_Task prompt_. Omit pictures and quote the listing below line by line, from its start through the line that holds "Annotation task. Dump".

*** Source information Section Begins ***

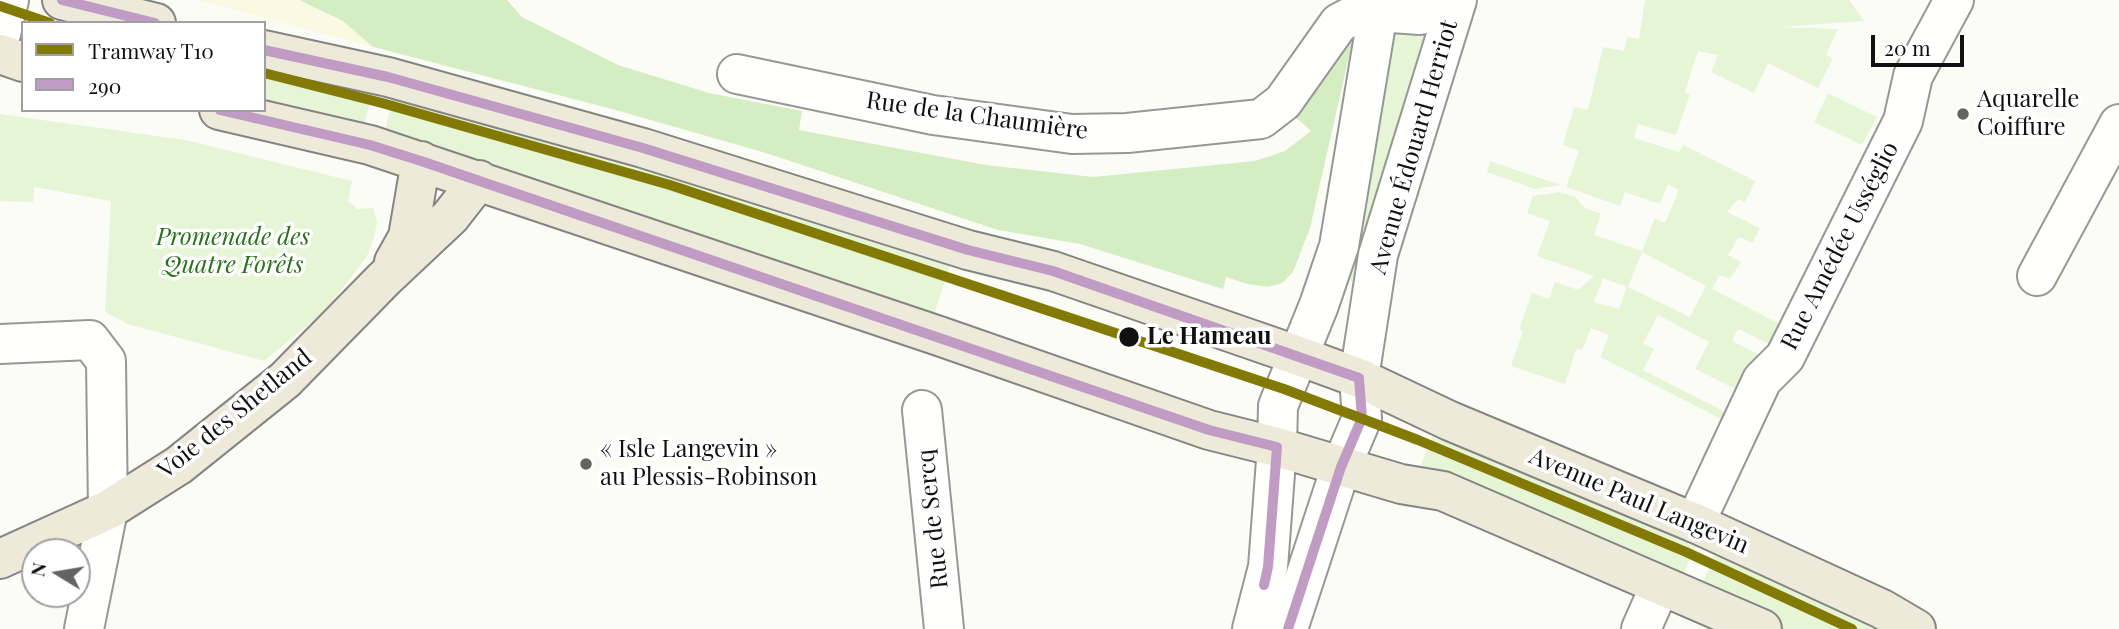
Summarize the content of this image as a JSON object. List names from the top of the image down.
{
  "streets": {
    "main road": ["Voie des Shetland", "Avenue Paul Langevin"],
    "street": [
      "Rue de la Chaumière",
      "Avenue Édouard Herriot",
      "Rue Amédée Usséglio",
      "Rue de Sercq"
    ]
  },
  "crossings": [
    ["Rue de la Chaumière", "Avenue Édouard Herriot"],
    ["Avenue Édouard Herriot", "Avenue Paul Langevin"],
    ["Rue Amédée Usséglio", "Avenue Paul Langevin"]
  ],
  "parks": ["Promenade des Quatre Forêts"],
  "places": ["Aquarelle Coiffure", "Le Hameau", "« Isle Langevin » au Plessis-Robinson"],
  "lines": ["transit line 290", "tram line T10"],
  "legend": ["Tramway T10", "290"],
  "scale_bar": "20 m",
  "north": "left"
}
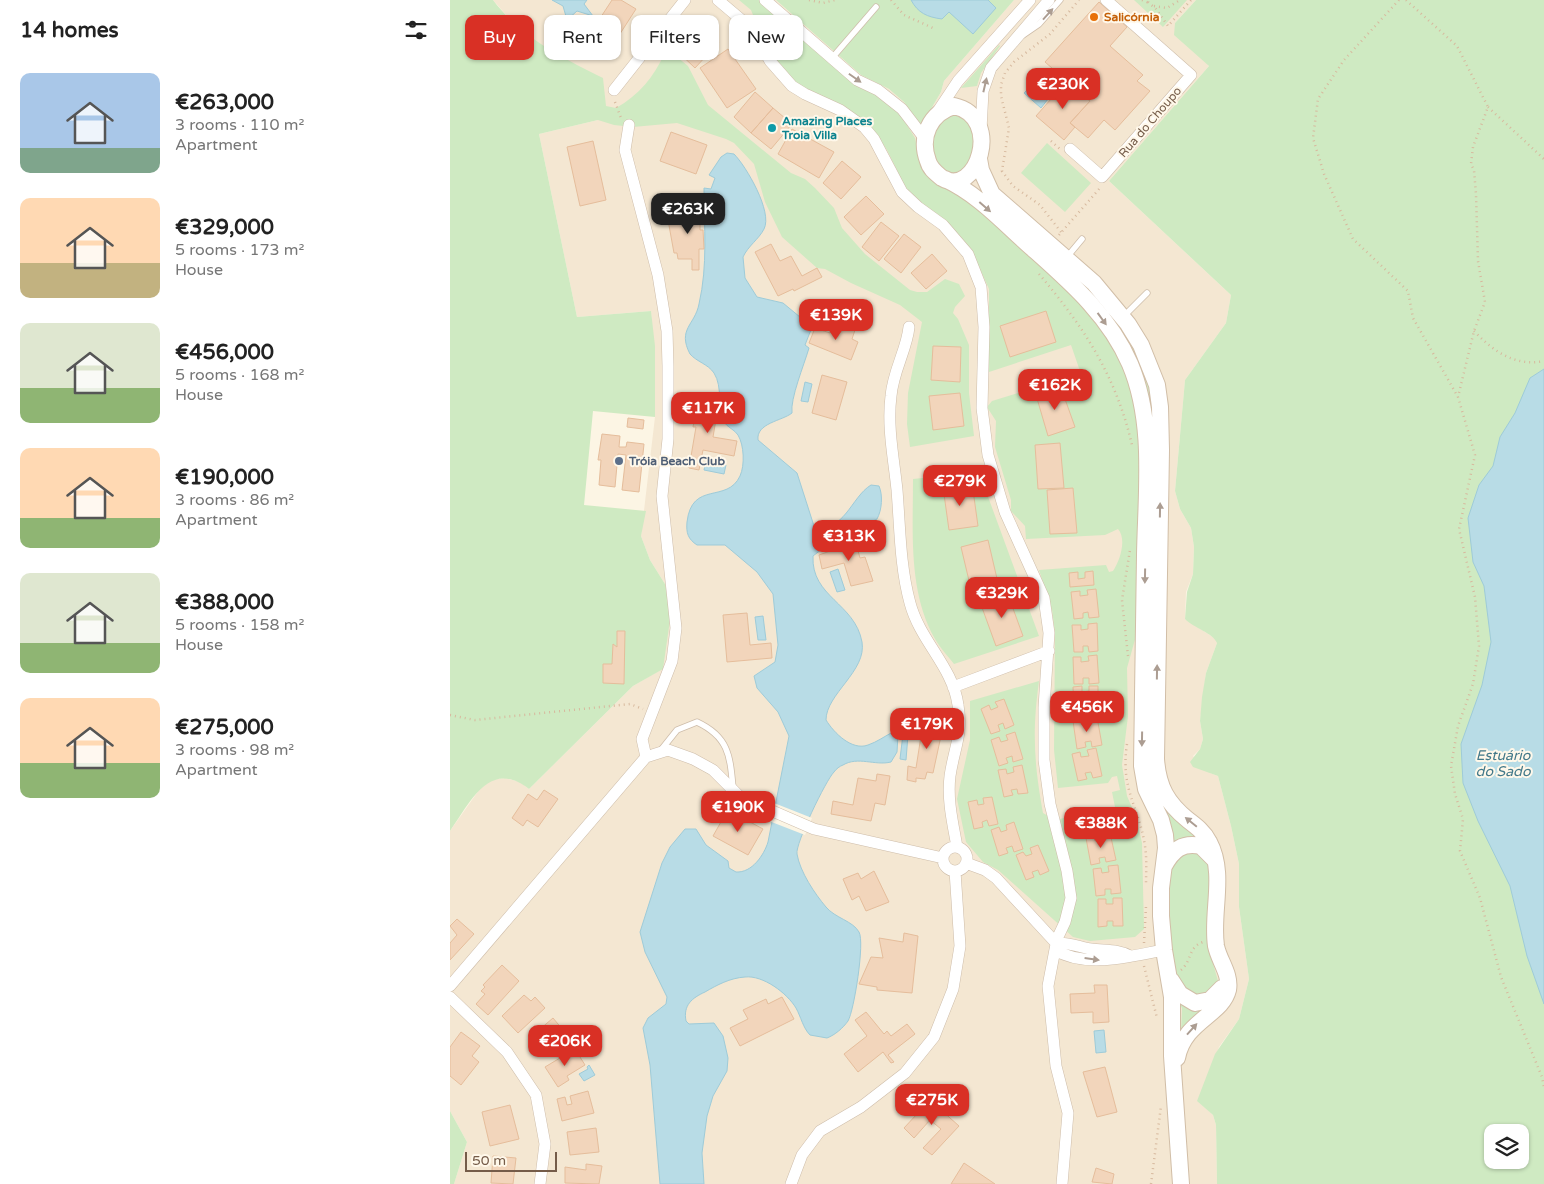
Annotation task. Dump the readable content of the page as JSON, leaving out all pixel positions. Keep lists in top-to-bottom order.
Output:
{
  "streets": {
    "street": ["Rua do Choupo"]
  },
  "water": ["Estuário do Sado"],
  "places": ["Salicórnia", "Amazing Places Troia Villa", "Tróia Beach Club"],
  "scale_bar": "50 m",
  "page": {
    "heading": "14 homes",
    "chip": [
      "Buy",
      "Rent",
      "Filters",
      "New"
    ],
    "list": [
      {
        "name": "€263,000",
        "note": "3 rooms · 110 m² · Apartment"
      },
      {
        "name": "€329,000",
        "note": "5 rooms · 173 m² · House"
      },
      {
        "name": "€456,000",
        "note": "5 rooms · 168 m² · House"
      },
      {
        "name": "€190,000",
        "note": "3 rooms · 86 m² · Apartment"
      },
      {
        "name": "€388,000",
        "note": "5 rooms · 158 m² · House"
      },
      {
        "name": "€275,000",
        "note": "3 rooms · 98 m² · Apartment"
      }
    ],
    "price": [
      "€230K",
      "€263K",
      "€139K",
      "€162K",
      "€117K",
      "€279K",
      "€313K",
      "€329K",
      "€456K",
      "€179K",
      "€190K",
      "€388K",
      "€206K",
      "€275K"
    ],
    "scale": "50 m"
  }
}
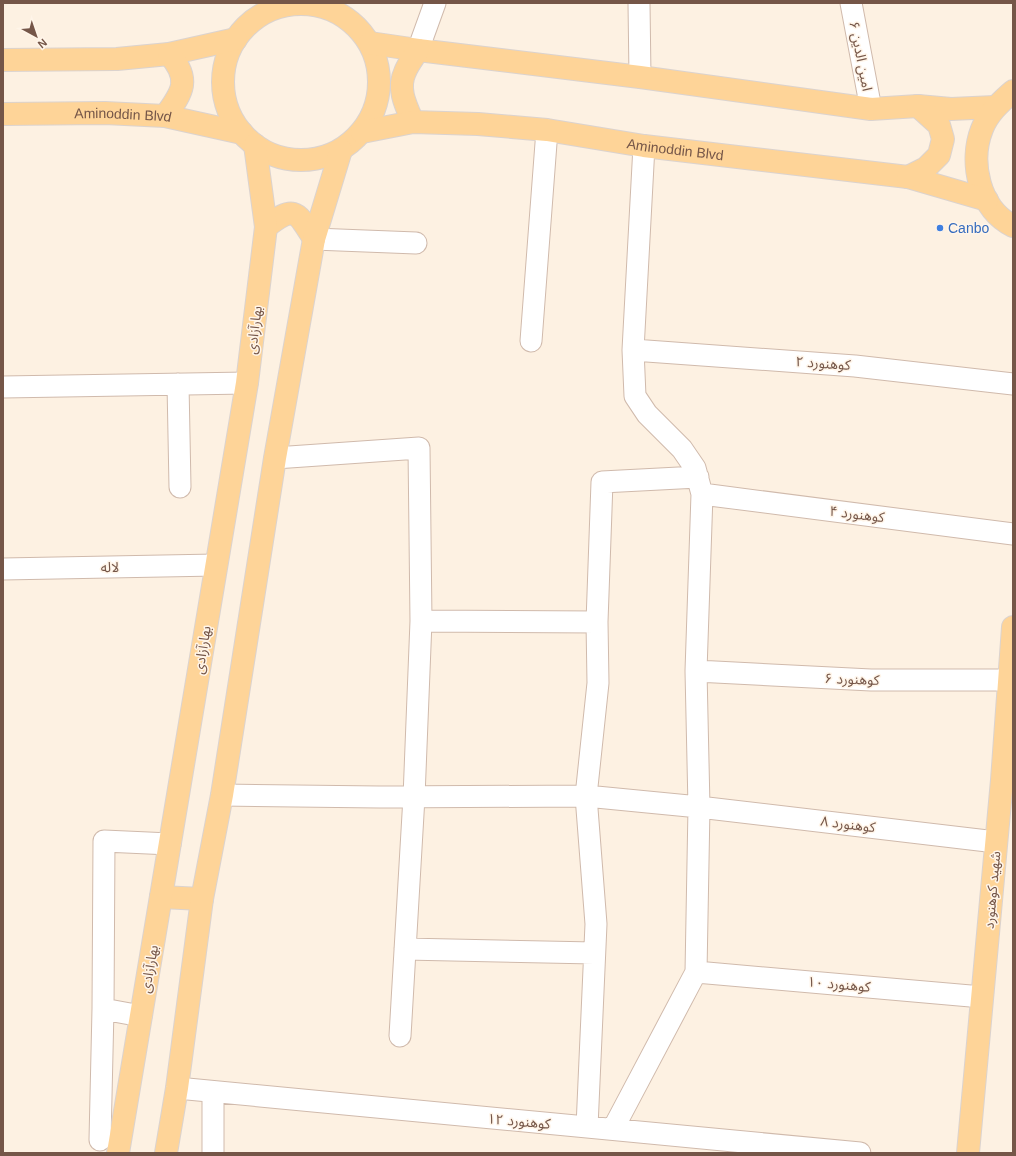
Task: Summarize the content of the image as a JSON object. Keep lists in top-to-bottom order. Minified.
{"streets":{"main road":["Aminoddin Blvd","بهارآزادی","شهید کوهنورد"],"street":["امین الدین ۶","کوهنورد ۲","کوهنورد ۴","لاله","کوهنورد ۶","کوهنورد ۸","کوهنورد ۱۰","کوهنورد ۱۲"]},"crossings":[["Aminoddin Blvd","بهارآزادی"],["بهارآزادی","لاله"],["کوهنورد ۶","شهید کوهنورد"],["کوهنورد ۸","شهید کوهنورد"],["شهید کوهنورد","کوهنورد ۱۰"]],"places":["Canbo"],"north":"bottom right"}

*** Source information Section Ends ***

_Task answer_.
Summarize the content of this image as a JSON object. List names from the top of the image down.
{
  "streets": {
    "main road": ["Voie des Shetland", "Avenue Paul Langevin"],
    "street": [
      "Rue de la Chaumière",
      "Avenue Édouard Herriot",
      "Rue Amédée Usséglio",
      "Rue de Sercq"
    ]
  },
  "crossings": [
    ["Rue de la Chaumière", "Avenue Édouard Herriot"],
    ["Avenue Édouard Herriot", "Avenue Paul Langevin"],
    ["Rue Amédée Usséglio", "Avenue Paul Langevin"]
  ],
  "parks": ["Promenade des Quatre Forêts"],
  "places": ["Aquarelle Coiffure", "Le Hameau", "« Isle Langevin » au Plessis-Robinson"],
  "lines": ["transit line 290", "tram line T10"],
  "legend": ["Tramway T10", "290"],
  "scale_bar": "20 m",
  "north": "left"
}
Annotation task. Dump the readable content of the page as JSON, leaving out all pixel positions. Keep lists in top-to-bottom order.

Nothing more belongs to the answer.